┌─ DATASET

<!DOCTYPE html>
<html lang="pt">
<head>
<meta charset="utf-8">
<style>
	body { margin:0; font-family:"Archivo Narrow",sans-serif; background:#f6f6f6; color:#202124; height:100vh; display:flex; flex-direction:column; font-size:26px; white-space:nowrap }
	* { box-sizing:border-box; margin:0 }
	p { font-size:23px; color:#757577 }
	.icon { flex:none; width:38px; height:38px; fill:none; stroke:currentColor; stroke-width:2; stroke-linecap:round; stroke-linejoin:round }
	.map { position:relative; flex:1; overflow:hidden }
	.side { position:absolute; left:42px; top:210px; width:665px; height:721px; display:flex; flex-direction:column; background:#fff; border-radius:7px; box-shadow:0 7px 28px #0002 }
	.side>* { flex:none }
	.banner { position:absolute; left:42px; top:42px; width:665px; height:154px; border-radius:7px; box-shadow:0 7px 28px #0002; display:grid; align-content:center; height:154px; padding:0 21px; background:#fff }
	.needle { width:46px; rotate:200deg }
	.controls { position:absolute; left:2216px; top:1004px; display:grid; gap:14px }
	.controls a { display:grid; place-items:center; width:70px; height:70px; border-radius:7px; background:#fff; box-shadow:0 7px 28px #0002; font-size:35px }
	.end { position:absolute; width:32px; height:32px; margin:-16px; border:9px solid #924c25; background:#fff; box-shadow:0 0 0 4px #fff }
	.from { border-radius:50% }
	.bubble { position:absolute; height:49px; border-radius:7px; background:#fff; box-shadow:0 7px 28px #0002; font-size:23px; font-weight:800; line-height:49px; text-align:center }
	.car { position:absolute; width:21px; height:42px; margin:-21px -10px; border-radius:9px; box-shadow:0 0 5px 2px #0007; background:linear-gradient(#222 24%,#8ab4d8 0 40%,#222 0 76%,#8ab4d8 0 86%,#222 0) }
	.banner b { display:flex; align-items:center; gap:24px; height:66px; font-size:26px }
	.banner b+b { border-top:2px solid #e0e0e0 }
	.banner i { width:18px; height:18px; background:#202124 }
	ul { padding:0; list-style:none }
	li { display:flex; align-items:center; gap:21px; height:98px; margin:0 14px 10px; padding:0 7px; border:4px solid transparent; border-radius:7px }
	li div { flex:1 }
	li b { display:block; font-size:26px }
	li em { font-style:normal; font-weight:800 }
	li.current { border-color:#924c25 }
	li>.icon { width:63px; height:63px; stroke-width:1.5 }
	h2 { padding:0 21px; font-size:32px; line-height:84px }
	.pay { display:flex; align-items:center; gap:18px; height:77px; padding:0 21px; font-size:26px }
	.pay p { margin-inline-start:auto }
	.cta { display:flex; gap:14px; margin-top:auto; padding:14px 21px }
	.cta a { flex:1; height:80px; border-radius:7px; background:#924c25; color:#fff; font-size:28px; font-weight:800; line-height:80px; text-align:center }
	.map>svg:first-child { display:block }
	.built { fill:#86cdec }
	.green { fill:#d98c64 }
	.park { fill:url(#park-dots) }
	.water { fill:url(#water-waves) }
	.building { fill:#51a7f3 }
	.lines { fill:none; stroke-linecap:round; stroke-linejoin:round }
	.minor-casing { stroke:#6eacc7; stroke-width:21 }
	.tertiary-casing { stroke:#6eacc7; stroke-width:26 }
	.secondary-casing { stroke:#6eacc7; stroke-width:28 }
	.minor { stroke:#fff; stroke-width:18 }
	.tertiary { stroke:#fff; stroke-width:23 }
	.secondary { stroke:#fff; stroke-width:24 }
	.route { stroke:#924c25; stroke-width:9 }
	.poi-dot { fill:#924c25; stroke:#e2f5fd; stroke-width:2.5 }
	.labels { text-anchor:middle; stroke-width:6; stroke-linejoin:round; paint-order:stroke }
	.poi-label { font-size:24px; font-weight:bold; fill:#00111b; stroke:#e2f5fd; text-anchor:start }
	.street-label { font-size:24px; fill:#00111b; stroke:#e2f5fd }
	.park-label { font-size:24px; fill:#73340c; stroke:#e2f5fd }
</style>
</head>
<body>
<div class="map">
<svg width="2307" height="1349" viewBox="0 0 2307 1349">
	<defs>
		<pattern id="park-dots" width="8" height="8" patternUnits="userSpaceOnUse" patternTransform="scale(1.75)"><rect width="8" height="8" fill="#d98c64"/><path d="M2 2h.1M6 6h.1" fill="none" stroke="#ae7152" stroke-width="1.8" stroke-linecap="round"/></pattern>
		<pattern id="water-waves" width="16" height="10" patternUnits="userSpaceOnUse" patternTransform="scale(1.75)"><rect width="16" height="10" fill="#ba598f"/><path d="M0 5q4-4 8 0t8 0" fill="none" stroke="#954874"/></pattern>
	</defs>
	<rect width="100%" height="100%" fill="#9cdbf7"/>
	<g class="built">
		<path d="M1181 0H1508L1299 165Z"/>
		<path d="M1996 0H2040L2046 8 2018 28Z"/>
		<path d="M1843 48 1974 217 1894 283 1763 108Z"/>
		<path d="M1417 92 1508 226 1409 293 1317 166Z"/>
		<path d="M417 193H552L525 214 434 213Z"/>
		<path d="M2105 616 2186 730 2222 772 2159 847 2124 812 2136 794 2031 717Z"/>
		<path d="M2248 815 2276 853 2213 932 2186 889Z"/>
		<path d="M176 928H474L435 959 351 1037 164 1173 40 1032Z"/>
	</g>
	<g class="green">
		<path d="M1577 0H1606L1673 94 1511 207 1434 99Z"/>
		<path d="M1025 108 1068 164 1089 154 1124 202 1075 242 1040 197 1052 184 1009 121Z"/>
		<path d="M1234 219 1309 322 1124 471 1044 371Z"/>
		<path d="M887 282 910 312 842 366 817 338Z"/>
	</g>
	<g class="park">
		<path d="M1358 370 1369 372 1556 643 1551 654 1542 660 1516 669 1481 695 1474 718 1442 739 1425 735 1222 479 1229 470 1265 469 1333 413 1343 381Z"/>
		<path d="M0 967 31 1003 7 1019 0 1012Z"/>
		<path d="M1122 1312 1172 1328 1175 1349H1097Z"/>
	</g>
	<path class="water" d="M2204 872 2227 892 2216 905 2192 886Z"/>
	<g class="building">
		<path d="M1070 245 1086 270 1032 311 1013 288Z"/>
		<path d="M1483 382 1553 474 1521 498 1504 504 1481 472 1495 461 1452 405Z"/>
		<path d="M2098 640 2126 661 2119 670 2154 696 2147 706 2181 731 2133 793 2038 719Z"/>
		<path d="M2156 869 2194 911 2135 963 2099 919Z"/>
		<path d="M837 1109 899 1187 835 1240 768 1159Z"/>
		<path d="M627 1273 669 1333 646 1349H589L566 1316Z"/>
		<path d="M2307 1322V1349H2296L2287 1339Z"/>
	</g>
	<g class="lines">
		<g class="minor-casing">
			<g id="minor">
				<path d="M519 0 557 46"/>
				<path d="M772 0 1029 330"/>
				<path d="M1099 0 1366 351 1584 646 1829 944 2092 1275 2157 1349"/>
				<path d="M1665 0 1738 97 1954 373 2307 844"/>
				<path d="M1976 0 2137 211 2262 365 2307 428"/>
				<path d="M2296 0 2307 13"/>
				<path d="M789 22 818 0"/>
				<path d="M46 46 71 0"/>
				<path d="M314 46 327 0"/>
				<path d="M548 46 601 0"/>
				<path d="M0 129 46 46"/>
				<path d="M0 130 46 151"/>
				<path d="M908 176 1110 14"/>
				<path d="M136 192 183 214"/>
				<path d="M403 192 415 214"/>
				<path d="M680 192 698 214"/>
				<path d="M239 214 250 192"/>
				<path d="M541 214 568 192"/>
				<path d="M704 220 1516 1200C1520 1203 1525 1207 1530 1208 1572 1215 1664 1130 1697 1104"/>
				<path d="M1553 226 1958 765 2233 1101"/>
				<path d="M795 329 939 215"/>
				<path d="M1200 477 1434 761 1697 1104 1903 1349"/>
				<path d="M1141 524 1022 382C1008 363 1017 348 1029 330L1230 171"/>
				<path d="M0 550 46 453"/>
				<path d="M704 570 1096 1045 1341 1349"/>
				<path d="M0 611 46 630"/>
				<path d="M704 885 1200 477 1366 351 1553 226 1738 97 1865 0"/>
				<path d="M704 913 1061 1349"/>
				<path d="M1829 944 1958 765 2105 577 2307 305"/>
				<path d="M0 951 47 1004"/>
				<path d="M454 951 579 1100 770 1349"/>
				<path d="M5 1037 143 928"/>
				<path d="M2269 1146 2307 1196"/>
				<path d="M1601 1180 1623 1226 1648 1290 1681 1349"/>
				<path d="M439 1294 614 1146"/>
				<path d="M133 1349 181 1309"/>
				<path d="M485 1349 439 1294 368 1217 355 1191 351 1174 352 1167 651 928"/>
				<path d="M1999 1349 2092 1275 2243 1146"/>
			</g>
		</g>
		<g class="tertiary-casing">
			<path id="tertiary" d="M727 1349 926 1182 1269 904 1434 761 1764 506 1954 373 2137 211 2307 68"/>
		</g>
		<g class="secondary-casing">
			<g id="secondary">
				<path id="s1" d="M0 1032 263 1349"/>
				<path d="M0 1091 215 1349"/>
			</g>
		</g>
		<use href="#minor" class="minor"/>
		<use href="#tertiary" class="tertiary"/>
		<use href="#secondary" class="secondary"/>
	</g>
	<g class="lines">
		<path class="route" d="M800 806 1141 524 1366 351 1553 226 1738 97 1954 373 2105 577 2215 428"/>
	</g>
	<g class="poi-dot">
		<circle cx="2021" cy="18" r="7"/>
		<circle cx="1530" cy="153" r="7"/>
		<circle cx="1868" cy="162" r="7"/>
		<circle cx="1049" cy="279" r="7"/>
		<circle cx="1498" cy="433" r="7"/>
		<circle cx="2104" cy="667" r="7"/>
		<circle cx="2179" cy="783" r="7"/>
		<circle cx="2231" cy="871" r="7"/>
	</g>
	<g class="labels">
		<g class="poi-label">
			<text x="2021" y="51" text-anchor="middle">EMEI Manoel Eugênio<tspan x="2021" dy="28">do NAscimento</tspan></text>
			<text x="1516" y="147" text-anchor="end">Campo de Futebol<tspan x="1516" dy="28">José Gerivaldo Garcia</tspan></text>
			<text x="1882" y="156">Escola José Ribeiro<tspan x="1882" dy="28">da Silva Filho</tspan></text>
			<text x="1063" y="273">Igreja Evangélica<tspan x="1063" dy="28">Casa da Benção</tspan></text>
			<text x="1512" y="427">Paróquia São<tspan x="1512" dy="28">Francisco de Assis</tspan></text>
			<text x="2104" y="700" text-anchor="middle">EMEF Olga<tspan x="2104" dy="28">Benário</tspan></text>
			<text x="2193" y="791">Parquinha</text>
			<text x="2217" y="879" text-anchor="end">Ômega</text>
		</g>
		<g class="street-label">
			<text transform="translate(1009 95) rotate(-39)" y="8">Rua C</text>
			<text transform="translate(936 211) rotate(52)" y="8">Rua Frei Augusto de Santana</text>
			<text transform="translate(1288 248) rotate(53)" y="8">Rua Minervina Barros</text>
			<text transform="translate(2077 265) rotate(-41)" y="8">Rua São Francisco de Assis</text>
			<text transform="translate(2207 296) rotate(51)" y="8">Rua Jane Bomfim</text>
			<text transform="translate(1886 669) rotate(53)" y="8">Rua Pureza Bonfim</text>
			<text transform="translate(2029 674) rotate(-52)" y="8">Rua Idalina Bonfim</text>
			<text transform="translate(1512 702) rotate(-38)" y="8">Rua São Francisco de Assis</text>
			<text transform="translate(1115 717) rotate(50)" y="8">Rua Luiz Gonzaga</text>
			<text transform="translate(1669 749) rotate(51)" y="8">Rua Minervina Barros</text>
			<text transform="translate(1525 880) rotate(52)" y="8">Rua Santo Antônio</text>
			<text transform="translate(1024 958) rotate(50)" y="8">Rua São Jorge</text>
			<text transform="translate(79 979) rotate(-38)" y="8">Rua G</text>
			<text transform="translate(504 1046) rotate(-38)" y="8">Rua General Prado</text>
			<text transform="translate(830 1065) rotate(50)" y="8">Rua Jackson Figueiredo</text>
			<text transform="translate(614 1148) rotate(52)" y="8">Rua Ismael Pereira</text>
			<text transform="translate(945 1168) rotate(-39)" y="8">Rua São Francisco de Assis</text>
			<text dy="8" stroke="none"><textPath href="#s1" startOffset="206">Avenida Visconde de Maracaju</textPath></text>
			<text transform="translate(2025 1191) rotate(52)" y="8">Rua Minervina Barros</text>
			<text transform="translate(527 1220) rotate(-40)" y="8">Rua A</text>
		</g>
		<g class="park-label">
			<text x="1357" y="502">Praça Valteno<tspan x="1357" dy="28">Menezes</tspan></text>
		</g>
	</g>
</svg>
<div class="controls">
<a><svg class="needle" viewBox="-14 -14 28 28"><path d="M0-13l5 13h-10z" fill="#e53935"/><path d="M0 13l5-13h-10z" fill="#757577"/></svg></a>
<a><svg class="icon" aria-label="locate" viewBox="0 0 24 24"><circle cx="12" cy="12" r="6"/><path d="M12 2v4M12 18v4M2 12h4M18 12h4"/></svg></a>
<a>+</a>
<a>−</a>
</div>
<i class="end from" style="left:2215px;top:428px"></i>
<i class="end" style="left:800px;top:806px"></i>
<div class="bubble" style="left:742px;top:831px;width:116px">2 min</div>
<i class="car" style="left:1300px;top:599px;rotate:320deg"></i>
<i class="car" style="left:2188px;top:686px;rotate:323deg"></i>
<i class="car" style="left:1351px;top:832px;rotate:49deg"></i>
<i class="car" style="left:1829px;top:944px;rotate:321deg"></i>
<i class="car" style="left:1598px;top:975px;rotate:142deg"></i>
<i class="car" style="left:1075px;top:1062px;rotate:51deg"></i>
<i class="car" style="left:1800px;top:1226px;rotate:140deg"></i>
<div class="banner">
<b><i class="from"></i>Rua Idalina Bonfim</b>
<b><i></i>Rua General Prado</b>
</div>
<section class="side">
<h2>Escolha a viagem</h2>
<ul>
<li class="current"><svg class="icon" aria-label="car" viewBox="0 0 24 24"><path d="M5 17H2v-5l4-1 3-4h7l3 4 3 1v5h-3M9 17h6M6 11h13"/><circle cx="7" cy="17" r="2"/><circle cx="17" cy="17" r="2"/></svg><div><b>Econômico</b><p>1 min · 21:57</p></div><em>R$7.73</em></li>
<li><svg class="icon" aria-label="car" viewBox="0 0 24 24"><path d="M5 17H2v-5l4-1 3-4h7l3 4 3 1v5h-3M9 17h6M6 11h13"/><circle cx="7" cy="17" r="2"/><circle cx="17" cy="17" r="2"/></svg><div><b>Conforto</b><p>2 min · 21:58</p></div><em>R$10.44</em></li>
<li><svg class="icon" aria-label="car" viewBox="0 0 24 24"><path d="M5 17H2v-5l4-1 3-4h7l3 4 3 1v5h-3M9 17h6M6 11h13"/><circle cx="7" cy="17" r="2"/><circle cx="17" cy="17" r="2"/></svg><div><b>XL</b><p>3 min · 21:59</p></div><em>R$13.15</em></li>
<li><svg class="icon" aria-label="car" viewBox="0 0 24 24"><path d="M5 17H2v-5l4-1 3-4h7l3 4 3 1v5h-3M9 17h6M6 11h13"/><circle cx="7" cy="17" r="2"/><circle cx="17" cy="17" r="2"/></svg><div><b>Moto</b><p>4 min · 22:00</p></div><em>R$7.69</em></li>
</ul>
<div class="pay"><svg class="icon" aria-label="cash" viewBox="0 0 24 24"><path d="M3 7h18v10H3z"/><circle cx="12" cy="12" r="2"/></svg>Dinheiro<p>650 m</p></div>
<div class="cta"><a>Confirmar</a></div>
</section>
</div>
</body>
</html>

└─

■ **WORK REQUEST**:
Retype exactly the span of lines from the one with "flex:1; height:80px; border-radius:7px;" through the one with "text-anchor:middle; stroke-width:6; stroke-linejoin:round;"; include both ends and omit the rest of the material.

■ **PROBLEM SOLUTION**:
	.cta a { flex:1; height:80px; border-radius:7px; background:#924c25; color:#fff; font-size:28px; font-weight:800; line-height:80px; text-align:center }
	.map>svg:first-child { display:block }
	.built { fill:#86cdec }
	.green { fill:#d98c64 }
	.park { fill:url(#park-dots) }
	.water { fill:url(#water-waves) }
	.building { fill:#51a7f3 }
	.lines { fill:none; stroke-linecap:round; stroke-linejoin:round }
	.minor-casing { stroke:#6eacc7; stroke-width:21 }
	.tertiary-casing { stroke:#6eacc7; stroke-width:26 }
	.secondary-casing { stroke:#6eacc7; stroke-width:28 }
	.minor { stroke:#fff; stroke-width:18 }
	.tertiary { stroke:#fff; stroke-width:23 }
	.secondary { stroke:#fff; stroke-width:24 }
	.route { stroke:#924c25; stroke-width:9 }
	.poi-dot { fill:#924c25; stroke:#e2f5fd; stroke-width:2.5 }
	.labels { text-anchor:middle; stroke-width:6; stroke-linejoin:round; paint-order:stroke }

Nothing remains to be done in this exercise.